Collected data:

□ □ □ □ □ □ □

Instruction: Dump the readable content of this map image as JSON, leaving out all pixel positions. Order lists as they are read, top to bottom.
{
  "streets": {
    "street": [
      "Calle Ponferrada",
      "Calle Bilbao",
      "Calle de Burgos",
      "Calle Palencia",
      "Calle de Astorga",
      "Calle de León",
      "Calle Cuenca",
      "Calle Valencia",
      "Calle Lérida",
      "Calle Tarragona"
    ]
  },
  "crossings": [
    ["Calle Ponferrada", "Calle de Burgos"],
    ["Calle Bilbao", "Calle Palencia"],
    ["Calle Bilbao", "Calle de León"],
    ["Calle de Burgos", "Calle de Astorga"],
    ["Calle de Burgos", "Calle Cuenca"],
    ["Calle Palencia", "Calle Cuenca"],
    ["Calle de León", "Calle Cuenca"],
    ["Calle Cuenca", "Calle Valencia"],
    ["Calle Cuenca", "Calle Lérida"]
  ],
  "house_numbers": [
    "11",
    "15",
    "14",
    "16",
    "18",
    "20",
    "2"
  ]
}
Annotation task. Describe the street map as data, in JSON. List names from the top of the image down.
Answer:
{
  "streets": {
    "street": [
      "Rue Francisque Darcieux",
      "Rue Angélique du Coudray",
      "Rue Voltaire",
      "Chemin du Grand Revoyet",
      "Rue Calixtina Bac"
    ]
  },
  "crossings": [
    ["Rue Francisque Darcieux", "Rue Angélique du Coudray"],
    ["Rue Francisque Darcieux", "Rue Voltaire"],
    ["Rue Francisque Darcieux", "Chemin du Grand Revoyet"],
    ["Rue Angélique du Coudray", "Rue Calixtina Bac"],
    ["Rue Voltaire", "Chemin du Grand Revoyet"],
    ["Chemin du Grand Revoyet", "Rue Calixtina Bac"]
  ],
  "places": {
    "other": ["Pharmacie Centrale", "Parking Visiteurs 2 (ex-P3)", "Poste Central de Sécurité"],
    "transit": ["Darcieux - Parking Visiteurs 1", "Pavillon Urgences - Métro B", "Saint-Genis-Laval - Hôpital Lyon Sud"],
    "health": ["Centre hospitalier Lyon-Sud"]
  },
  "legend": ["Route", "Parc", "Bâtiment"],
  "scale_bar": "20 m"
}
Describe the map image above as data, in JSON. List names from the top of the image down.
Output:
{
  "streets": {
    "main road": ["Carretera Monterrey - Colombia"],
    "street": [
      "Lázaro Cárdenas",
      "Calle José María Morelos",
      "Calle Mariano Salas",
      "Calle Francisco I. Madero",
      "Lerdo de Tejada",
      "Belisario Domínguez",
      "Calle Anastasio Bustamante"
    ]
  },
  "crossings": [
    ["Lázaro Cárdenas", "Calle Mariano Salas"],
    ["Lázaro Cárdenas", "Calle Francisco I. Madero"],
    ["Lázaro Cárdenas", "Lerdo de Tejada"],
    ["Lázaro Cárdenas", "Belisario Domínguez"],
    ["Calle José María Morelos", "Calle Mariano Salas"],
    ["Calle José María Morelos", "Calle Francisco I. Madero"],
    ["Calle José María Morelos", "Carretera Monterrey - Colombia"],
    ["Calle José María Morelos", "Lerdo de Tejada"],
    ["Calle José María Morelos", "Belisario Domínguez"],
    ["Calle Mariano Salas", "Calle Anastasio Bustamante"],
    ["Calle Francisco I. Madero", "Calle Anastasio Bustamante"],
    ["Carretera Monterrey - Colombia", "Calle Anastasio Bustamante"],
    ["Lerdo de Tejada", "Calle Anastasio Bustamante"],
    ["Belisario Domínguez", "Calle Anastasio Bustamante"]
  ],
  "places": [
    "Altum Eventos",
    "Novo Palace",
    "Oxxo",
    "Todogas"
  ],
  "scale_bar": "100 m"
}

□ □ □ □ □ □ □

About this task: All the records shown above need to be given again exactly.

Solved problem:
Instruction: Dump the readable content of this map image as JSON, leaving out all pixel positions. Order lists as they are read, top to bottom.
{
  "streets": {
    "street": [
      "Calle Ponferrada",
      "Calle Bilbao",
      "Calle de Burgos",
      "Calle Palencia",
      "Calle de Astorga",
      "Calle de León",
      "Calle Cuenca",
      "Calle Valencia",
      "Calle Lérida",
      "Calle Tarragona"
    ]
  },
  "crossings": [
    ["Calle Ponferrada", "Calle de Burgos"],
    ["Calle Bilbao", "Calle Palencia"],
    ["Calle Bilbao", "Calle de León"],
    ["Calle de Burgos", "Calle de Astorga"],
    ["Calle de Burgos", "Calle Cuenca"],
    ["Calle Palencia", "Calle Cuenca"],
    ["Calle de León", "Calle Cuenca"],
    ["Calle Cuenca", "Calle Valencia"],
    ["Calle Cuenca", "Calle Lérida"]
  ],
  "house_numbers": [
    "11",
    "15",
    "14",
    "16",
    "18",
    "20",
    "2"
  ]
}
Annotation task. Describe the street map as data, in JSON. List names from the top of the image down.
Answer:
{
  "streets": {
    "street": [
      "Rue Francisque Darcieux",
      "Rue Angélique du Coudray",
      "Rue Voltaire",
      "Chemin du Grand Revoyet",
      "Rue Calixtina Bac"
    ]
  },
  "crossings": [
    ["Rue Francisque Darcieux", "Rue Angélique du Coudray"],
    ["Rue Francisque Darcieux", "Rue Voltaire"],
    ["Rue Francisque Darcieux", "Chemin du Grand Revoyet"],
    ["Rue Angélique du Coudray", "Rue Calixtina Bac"],
    ["Rue Voltaire", "Chemin du Grand Revoyet"],
    ["Chemin du Grand Revoyet", "Rue Calixtina Bac"]
  ],
  "places": {
    "other": ["Pharmacie Centrale", "Parking Visiteurs 2 (ex-P3)", "Poste Central de Sécurité"],
    "transit": ["Darcieux - Parking Visiteurs 1", "Pavillon Urgences - Métro B", "Saint-Genis-Laval - Hôpital Lyon Sud"],
    "health": ["Centre hospitalier Lyon-Sud"]
  },
  "legend": ["Route", "Parc", "Bâtiment"],
  "scale_bar": "20 m"
}
Describe the map image above as data, in JSON. List names from the top of the image down.
Output:
{
  "streets": {
    "main road": ["Carretera Monterrey - Colombia"],
    "street": [
      "Lázaro Cárdenas",
      "Calle José María Morelos",
      "Calle Mariano Salas",
      "Calle Francisco I. Madero",
      "Lerdo de Tejada",
      "Belisario Domínguez",
      "Calle Anastasio Bustamante"
    ]
  },
  "crossings": [
    ["Lázaro Cárdenas", "Calle Mariano Salas"],
    ["Lázaro Cárdenas", "Calle Francisco I. Madero"],
    ["Lázaro Cárdenas", "Lerdo de Tejada"],
    ["Lázaro Cárdenas", "Belisario Domínguez"],
    ["Calle José María Morelos", "Calle Mariano Salas"],
    ["Calle José María Morelos", "Calle Francisco I. Madero"],
    ["Calle José María Morelos", "Carretera Monterrey - Colombia"],
    ["Calle José María Morelos", "Lerdo de Tejada"],
    ["Calle José María Morelos", "Belisario Domínguez"],
    ["Calle Mariano Salas", "Calle Anastasio Bustamante"],
    ["Calle Francisco I. Madero", "Calle Anastasio Bustamante"],
    ["Carretera Monterrey - Colombia", "Calle Anastasio Bustamante"],
    ["Lerdo de Tejada", "Calle Anastasio Bustamante"],
    ["Belisario Domínguez", "Calle Anastasio Bustamante"]
  ],
  "places": [
    "Altum Eventos",
    "Novo Palace",
    "Oxxo",
    "Todogas"
  ],
  "scale_bar": "100 m"
}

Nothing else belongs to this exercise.